Hundreds of thousands of active oil and gas wells go without government inspection in any given year, and fines for regulatory violations are too small to change drilling company behavior, according to an energy watchdog group's review of regulation and enforcement activities in six states.
The 124-page report, released Tuesday by the Oil & Gas Accountability Project at Earthworks, an environmental and public health advocacy group based in Washington, examined well inspection data, violations, enforcement actions and penalties in Colorado, New Mexico, New York, Ohio, Pennsylvania and Texas.
The analysis suggested that state regulators are often understaffed, underfunded, or otherwise unable to keep pace with rapidly expanding oil and gas exploration and the attending risk of spills, leaks, contamination and accidents that might arise through negligence or deliberate shortcutting. The review lands amid a contentious presidential election that has been animated in part by starkly different views on energy development and the appropriate role of the federal government in ensuring that public health and the environment are protected from industrial activity.

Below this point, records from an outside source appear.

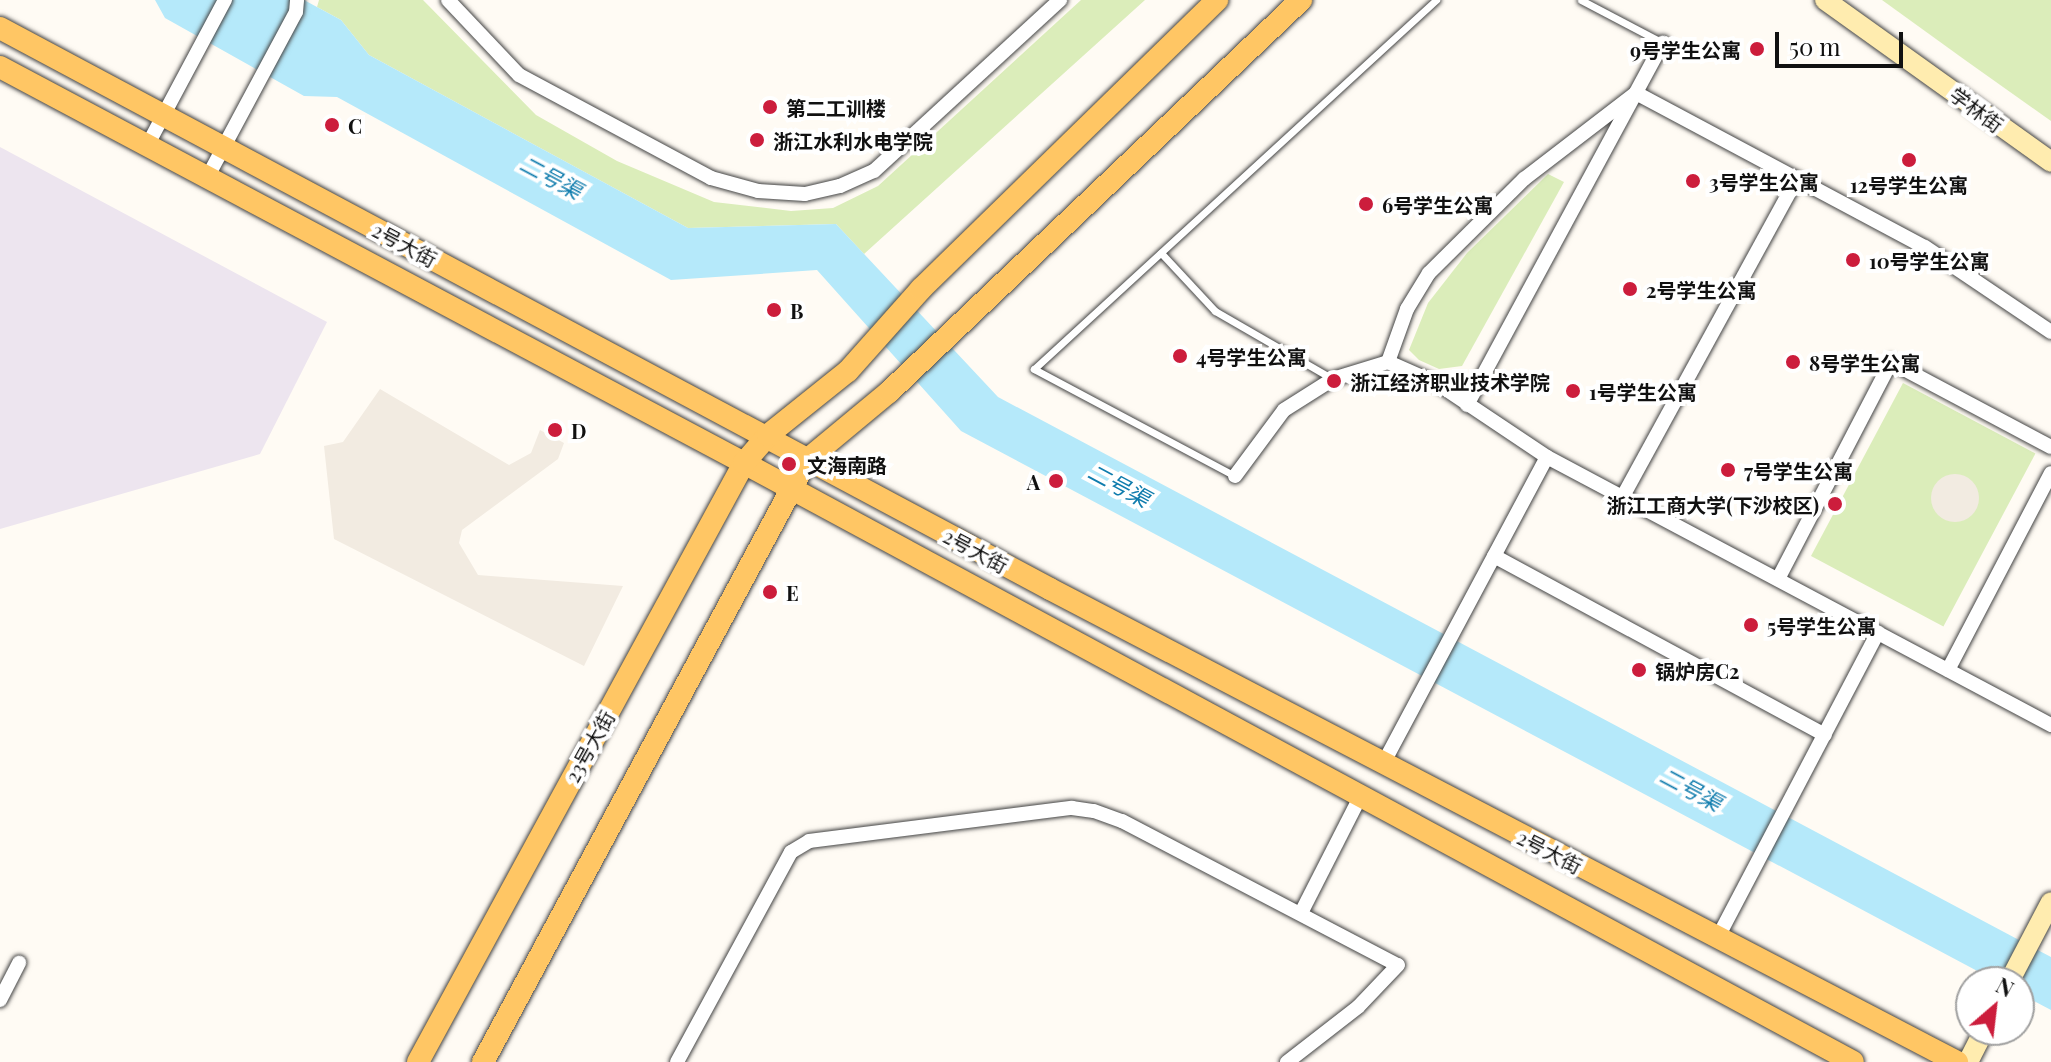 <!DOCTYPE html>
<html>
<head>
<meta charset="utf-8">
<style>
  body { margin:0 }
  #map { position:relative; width:2051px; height:1062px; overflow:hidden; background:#fffbf4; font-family:"Playfair Display","Noto Sans SC",serif }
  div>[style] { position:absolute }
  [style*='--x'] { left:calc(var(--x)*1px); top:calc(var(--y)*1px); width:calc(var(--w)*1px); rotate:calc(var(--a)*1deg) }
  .industrial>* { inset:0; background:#ede5ef }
  .green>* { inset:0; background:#dbedba; transform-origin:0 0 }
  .plaza>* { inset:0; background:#f2ebe1 }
  .round { border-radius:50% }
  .water>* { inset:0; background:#b5e9fa }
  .roads { filter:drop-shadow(0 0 2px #444) drop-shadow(0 0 2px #444) }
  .lane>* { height:7px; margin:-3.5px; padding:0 3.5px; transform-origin:3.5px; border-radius:3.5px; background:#fff }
  .street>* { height:14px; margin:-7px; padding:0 7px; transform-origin:7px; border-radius:7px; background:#fff }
  .secondary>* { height:20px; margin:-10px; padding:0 10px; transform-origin:10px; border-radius:10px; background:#ffecaf }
  .primary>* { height:22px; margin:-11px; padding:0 11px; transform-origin:11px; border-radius:11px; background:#ffc664 }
  .dots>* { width:22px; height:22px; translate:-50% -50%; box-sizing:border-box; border:4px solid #fff; border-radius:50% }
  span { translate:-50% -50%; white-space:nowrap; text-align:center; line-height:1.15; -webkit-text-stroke:8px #fff; paint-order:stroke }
  .poi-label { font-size:20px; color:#111; font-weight:700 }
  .right { translate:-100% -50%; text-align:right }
  .left { translate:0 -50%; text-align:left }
  .street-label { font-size:20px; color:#111 }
  .water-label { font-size:22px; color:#0f7cad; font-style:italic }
  .north { position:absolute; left:1955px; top:966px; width:80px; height:80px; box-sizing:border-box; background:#fff; border:2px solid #a0a0a0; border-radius:50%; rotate:28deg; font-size:22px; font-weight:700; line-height:32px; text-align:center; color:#111 }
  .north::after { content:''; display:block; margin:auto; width:28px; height:36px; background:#cc1d3c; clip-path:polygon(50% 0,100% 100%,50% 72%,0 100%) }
  .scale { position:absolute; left:1775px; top:32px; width:128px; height:36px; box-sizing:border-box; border:4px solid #111; border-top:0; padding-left:10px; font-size:24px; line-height:28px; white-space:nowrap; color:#111; -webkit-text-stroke:6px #fff; paint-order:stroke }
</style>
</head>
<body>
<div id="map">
  <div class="industrial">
    <i style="clip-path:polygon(0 147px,327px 322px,260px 454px,0 529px)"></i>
  </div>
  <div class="green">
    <i style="clip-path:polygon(319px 0,423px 0,536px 115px,617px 161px,714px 202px,791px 211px,833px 208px,878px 186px,1081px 0,1145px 0,864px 254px,836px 224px,688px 228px,369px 55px,341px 20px,317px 7px)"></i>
    <i style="clip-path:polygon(1882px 0,2051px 0,2051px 121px,1965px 60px)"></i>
    <i style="clip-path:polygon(1548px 174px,1564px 182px,1462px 366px,1439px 369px,1419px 360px,1409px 350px,1428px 303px,1467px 253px)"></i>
    <i style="left:1903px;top:383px;width:150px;height:196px;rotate:28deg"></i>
  </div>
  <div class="plaza">
    <i style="clip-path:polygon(380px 389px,509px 465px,531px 453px,540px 430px,564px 443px,558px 459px,462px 530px,459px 543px,478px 575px,623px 586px,584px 666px,334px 539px,324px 446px,343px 442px)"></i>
    <i class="round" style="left:1931px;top:474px;width:48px;height:48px"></i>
  </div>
  <div class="water">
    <i style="clip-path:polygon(155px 0,304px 0,341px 20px,369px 55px,688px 228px,836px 224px,998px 397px,2051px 957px,2051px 1010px,2019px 993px,2019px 982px,1998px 982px,961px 431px,817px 270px,671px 280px,337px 97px,304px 96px,165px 18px)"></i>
  </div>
  <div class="roads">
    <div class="lane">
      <i style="--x:1581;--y:0;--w:93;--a:27.7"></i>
      <i style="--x:1161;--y:253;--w:79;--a:47"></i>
      <i style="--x:1215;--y:311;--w:136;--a:30"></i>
      <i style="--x:1235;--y:476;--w:228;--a:-152"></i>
      <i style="--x:1034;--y:369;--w:546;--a:-42.55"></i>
    </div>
    <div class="street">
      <i style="--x:448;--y:0;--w:103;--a:46.6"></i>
      <i style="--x:519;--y:75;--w:218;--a:28.2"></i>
      <i style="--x:711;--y:178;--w:49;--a:15.5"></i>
      <i style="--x:758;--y:191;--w:47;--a:3.7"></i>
      <i style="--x:805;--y:194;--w:36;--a:-13"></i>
      <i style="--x:840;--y:186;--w:37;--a:-24"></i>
      <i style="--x:874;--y:171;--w:253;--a:-42.6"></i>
      <i style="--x:147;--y:146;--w:166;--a:-61.9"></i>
      <i style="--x:207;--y:178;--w:188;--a:-61.8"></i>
      <i style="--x:296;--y:12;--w:12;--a:-85"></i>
      <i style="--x:1388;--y:362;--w:56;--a:-70.3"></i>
      <i style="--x:1407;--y:309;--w:42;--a:-58.6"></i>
      <i style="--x:1429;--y:273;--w:134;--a:-44.7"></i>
      <i style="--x:1524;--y:179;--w:141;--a:-37.5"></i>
      <i style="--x:1636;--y:93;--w:327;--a:28.1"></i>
      <i style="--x:1925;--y:247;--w:152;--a:34"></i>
      <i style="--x:1467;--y:405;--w:412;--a:-61.6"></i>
      <i style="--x:1235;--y:476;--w:82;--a:-53.4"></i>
      <i style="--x:1284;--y:410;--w:58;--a:-32.3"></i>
      <i style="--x:1333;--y:379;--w:58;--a:-17.2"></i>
      <i style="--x:1388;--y:362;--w:55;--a:23.7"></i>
      <i style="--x:1438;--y:384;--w:131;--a:33.8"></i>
      <i style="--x:1547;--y:457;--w:571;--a:28"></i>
      <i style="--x:1622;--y:498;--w:364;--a:-61.3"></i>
      <i style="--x:1494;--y:556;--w:376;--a:28.4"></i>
      <i style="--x:1778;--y:579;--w:245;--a:-62.5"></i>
      <i style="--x:1891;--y:362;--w:181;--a:28"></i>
      <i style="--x:1948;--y:670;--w:222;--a:-62.4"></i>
      <i style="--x:1383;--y:764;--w:348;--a:-61.9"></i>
      <i style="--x:1301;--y:913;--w:130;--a:-63"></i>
      <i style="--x:1718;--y:937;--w:344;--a:-62.3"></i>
      <i style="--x:0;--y:1000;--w:42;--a:-62.8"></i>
      <i style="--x:677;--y:1062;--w:239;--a:-61.5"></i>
      <i style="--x:791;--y:852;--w:21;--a:-31"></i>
      <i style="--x:809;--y:841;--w:265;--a:-7.2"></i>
      <i style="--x:1072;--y:808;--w:22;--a:8"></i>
      <i style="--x:1094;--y:811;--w:30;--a:20"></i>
      <i style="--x:1122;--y:821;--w:311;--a:27.6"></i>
      <i style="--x:1398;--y:965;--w:58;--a:133.6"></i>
      <i style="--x:1358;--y:1007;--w:90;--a:142.2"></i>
    </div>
    <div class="secondary">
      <i style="--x:1825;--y:0;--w:278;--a:35.6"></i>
      <i style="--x:2009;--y:982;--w:90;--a:-62.3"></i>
      <i style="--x:1968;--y:1062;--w:36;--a:-63"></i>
    </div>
    <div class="primary">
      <i style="--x:0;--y:28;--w:1190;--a:28.11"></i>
      <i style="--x:1050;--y:589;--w:1023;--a:27.54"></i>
      <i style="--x:0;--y:67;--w:843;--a:28.02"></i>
      <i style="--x:744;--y:463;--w:1260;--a:28.37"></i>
      <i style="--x:418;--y:1062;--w:682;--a:-61.44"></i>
      <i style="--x:744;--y:463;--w:37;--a:-49"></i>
      <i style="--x:768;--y:435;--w:102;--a:-38.7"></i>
      <i style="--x:848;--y:371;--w:110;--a:-48.3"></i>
      <i style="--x:921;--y:289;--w:414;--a:-44.3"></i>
      <i style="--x:483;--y:1062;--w:684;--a:-61.71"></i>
      <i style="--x:807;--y:460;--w:107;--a:-39.7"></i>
      <i style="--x:889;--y:392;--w:569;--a:-43.58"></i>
    </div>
  </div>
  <div class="dots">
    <i style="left:1757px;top:49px;background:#cc1d3c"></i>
    <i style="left:770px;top:107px;background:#cc1d3c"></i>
    <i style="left:332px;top:125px;background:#cc1d3c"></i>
    <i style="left:757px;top:140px;background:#cc1d3c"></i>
    <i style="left:1909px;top:160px;background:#cc1d3c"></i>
    <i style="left:1693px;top:181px;background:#cc1d3c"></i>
    <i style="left:1366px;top:204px;background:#cc1d3c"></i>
    <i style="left:1853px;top:260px;background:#cc1d3c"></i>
    <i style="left:1630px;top:289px;background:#cc1d3c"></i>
    <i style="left:774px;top:310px;background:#cc1d3c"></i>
    <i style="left:1180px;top:356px;background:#cc1d3c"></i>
    <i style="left:1793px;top:362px;background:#cc1d3c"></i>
    <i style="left:1334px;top:381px;background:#cc1d3c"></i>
    <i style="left:1573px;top:391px;background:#cc1d3c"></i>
    <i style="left:555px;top:430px;background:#cc1d3c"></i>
    <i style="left:789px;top:464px;background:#cc1d3c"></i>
    <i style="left:1728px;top:470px;background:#cc1d3c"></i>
    <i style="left:1056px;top:481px;background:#cc1d3c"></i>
    <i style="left:1835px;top:504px;background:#cc1d3c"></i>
    <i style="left:770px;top:592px;background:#cc1d3c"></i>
    <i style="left:1751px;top:625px;background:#cc1d3c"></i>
    <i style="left:1639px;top:670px;background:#cc1d3c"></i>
  </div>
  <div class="poi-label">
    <span class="right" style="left:1741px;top:49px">9号学生公寓</span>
    <span class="left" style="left:786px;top:107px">第二工训楼</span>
    <span class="left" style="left:348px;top:125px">C</span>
    <span class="left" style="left:773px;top:140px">浙江水利水电学院</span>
    <span class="left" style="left:1709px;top:181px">3号学生公寓</span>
    <span style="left:1909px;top:184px">12号学生公寓</span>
    <span class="left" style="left:1382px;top:204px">6号学生公寓</span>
    <span class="left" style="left:1869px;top:260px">10号学生公寓</span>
    <span class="left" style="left:1646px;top:289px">2号学生公寓</span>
    <span class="left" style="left:790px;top:310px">B</span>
    <span class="left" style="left:1196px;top:356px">4号学生公寓</span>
    <span class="left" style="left:1809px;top:362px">8号学生公寓</span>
    <span class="left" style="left:1350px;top:381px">浙江经济职业技术学院</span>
    <span class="left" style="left:1589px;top:391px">1号学生公寓</span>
    <span class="left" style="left:571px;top:430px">D</span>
    <span class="left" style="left:807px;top:464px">文海南路</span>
    <span class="left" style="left:1744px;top:470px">7号学生公寓</span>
    <span class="right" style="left:1040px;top:481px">A</span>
    <span class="right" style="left:1819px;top:504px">浙江工商大学(下沙校区)</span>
    <span class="left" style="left:786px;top:592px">E</span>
    <span class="left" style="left:1767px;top:625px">5号学生公寓</span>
    <span class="left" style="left:1655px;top:670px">锅炉房C2</span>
  </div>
  <div class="street-label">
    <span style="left:1977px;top:109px;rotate:36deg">学林街</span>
    <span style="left:405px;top:244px;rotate:28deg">2号大街</span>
    <span style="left:976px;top:550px;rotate:28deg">2号大街</span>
    <span style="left:589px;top:746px;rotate:-61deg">23号大街</span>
    <span style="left:1550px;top:851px;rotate:27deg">2号大街</span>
  </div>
  <div class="water-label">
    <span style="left:551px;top:177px;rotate:28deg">二号渠</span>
    <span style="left:1119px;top:485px;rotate:28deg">二号渠</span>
    <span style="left:1691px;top:789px;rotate:28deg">二号渠</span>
  </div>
  <div class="north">N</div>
  <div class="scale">50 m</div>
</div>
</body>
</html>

"I was surprised at how uniformly inadequate things were," said Bruce Baizel, a staff attorney with Earthworks. "If you compare this to building a house -- you have to have multiple inspections during the home-building process. Why is that not the case here, with oil and gas drilling? It should be. But you can get a permit to drill a well and never see a single inspection. The regulators don't like for that to happen, but it does happen."
Oil and gas industry representatives, as well as state regulators, quickly dismissed the report as both flawed and biased.